University of Edinburgh logo British Antarctic Survey logo National Oceanographic Centre logo University of Leeds logo


From Crops to Glaciers: A Deep Learning Framework for Earth Observation

Motivation Advances in machine learning, in particular deep learning [1] have led to tremendous progress in
computer vision. At the heart of these successes are deep neural networks. Deep neural networks are able to excel
at challenging tasks such as image classification, object detection, and semantic segmentation of complex scenes.
However, they are notoriously cumbersome; they rely on vast quantities of manually annotated data and computing
power to train.

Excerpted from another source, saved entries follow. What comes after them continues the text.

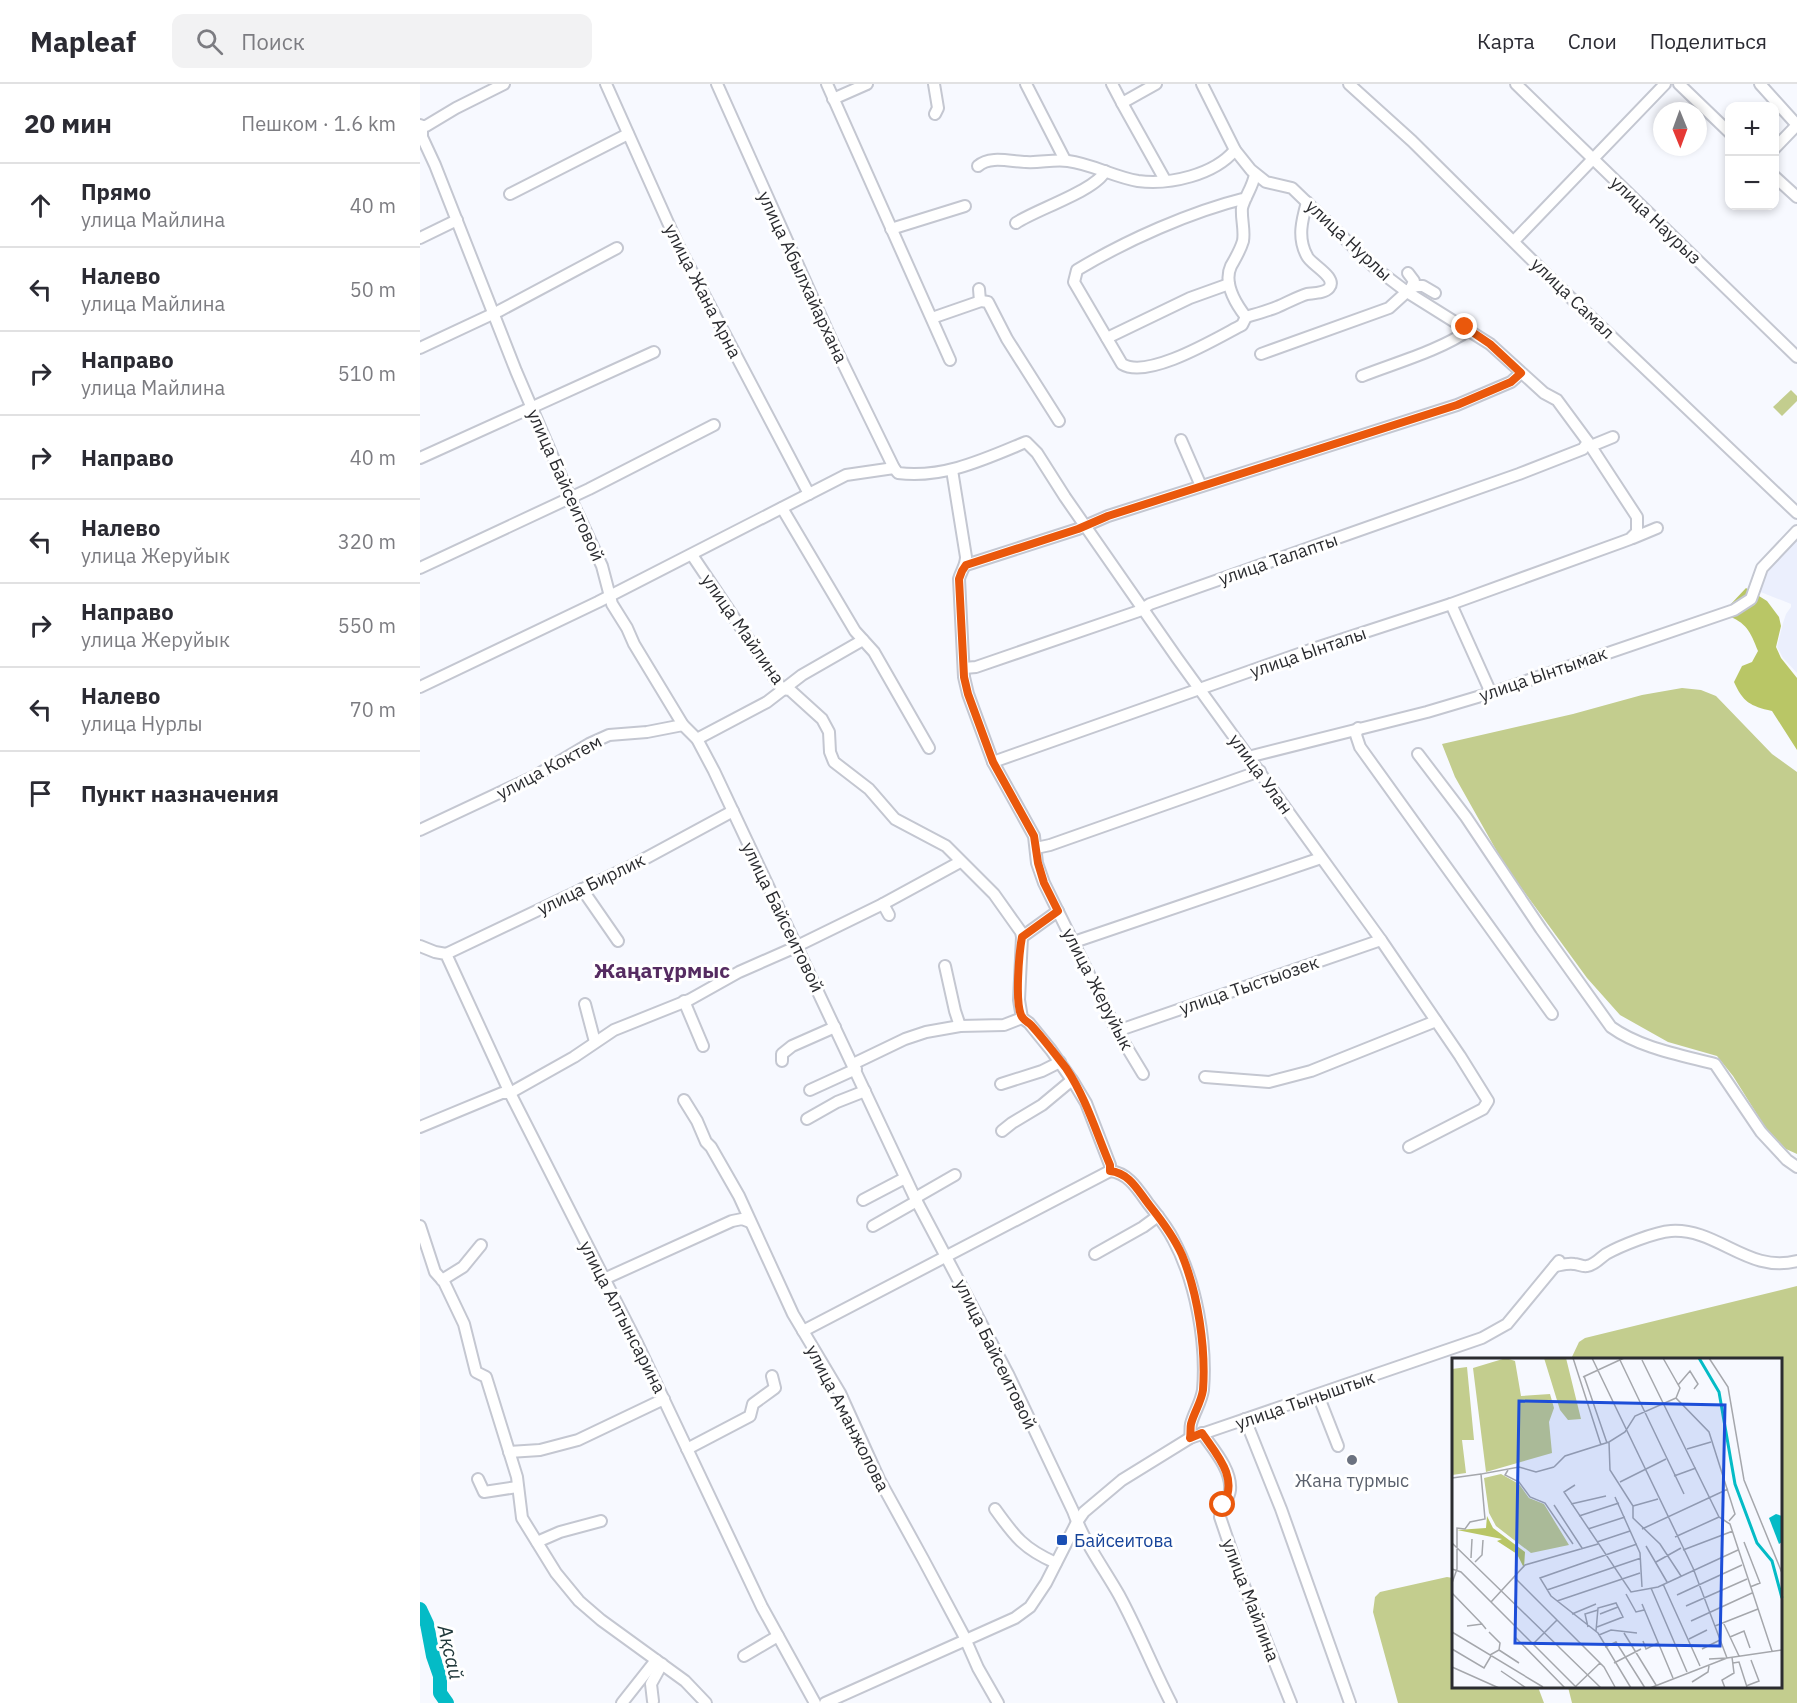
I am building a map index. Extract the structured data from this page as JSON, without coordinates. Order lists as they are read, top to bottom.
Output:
{
  "streets": {
    "street": [
      "улица Наурыз",
      "улица Нурлы",
      "улица Абылхайархана",
      "улица Жана Арна",
      "улица Самал",
      "улица Байсеитовой",
      "улица Талапты",
      "улица Майлина",
      "улица Ынталы",
      "улица Ынтымак",
      "улица Коктем",
      "улица Улан",
      "улица Бирлик",
      "улица Тыстыозек",
      "улица Жеруйык",
      "улица Алтынсарина",
      "улица Тыныштык",
      "улица Аманжолова"
    ]
  },
  "crossings": [
    ["улица Нурлы", "улица Талапты"],
    ["улица Нурлы", "улица Ынталы"],
    ["улица Абылхайархана", "улица Майлина"],
    ["улица Жана Арна", "улица Майлина"],
    ["улица Байсеитовой", "улица Майлина"],
    ["улица Байсеитовой", "улица Коктем"],
    ["улица Байсеитовой", "улица Бирлик"],
    ["улица Байсеитовой", "улица Тыныштык"],
    ["улица Талапты", "улица Улан"],
    ["улица Талапты", "улица Жеруйык"],
    ["улица Майлина", "улица Улан"],
    ["улица Майлина", "улица Жеруйык"],
    ["улица Майлина", "улица Тыныштык"],
    ["улица Ынталы", "улица Улан"],
    ["улица Ынталы", "улица Жеруйык"],
    ["улица Ынтымак", "улица Улан"],
    ["улица Улан", "улица Тыстыозек"],
    ["улица Бирлик", "улица Алтынсарина"],
    ["улица Тыстыозек", "улица Жеруйык"],
    ["улица Тыныштык", "улица Аманжолова"]
  ],
  "districts": ["Жаңатұрмыс"],
  "water": ["Ақсай"],
  "places": {
    "other": ["Жана турмыс"],
    "transit": ["Байсеитова"]
  },
  "north": "bottom",
  "page": {
    "header": "Mapleaf",
    "search": "Поиск",
    "nav": ["Карта", "Слои", "Поделиться"],
    "heading": ["20 мин", "Пешком · 1.6 km"],
    "map_buttons": ["+", "−"],
    "list": [
      ["Прямо", "улица Майлина", "40 m"],
      ["Налево", "улица Майлина", "50 m"],
      ["Направо", "улица Майлина", "510 m"],
      ["Направо", "40 m"],
      ["Налево", "улица Жеруйык", "320 m"],
      ["Направо", "улица Жеруйык", "550 m"],
      ["Налево", "улица Нурлы", "70 m"],
      "Пункт назначения"
    ]
  }
}
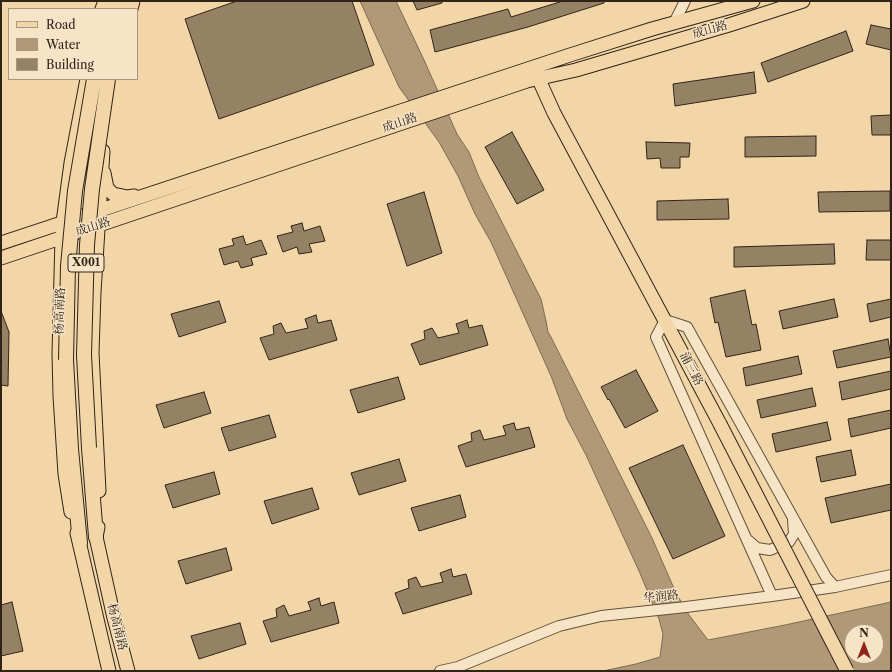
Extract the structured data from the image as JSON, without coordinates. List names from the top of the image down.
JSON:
{
  "streets": {
    "highway": ["X001", "杨高南路"],
    "main road": ["成山路", "浦三路"],
    "street": ["华润路"]
  },
  "crossings": [
    ["成山路", "杨高南路"],
    ["成山路", "浦三路"]
  ],
  "legend": ["Road", "Water", "Building"],
  "north": "top"
}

Because of this, a practitioner, given a new task, will usually take an off-the-shelf pre-trained network
from the internet, and fine-tune it using their own task-specific data.

These networks are usually trained on massive datasets of everyday photos (e.g. dogs, cars, food, people) that
have been manually labeled at great expense [2]. The idea is that these pre-trained networks will be able to generate
useful feature representations that can then be readily adjusted for a new task. This relies on the assumption that the
domain shift (i.e. the difference in the underlying distribution of images from the two datasets) is minimal. However
this is not the case for tasks using satellite imagery. Satellite images differ substantially from everyday photos; they
are vertically acquired, with objects cutting across different scales, and represented at different resolutions, and are
highly prone to weather effects. There are no off-the-shelf neural networks suitable for earth observation experts
working on this imagery, yet there is a growing need for automated feature recognition as our natural environment
changes rapidly in response to both climatic and anthropogenic forcings.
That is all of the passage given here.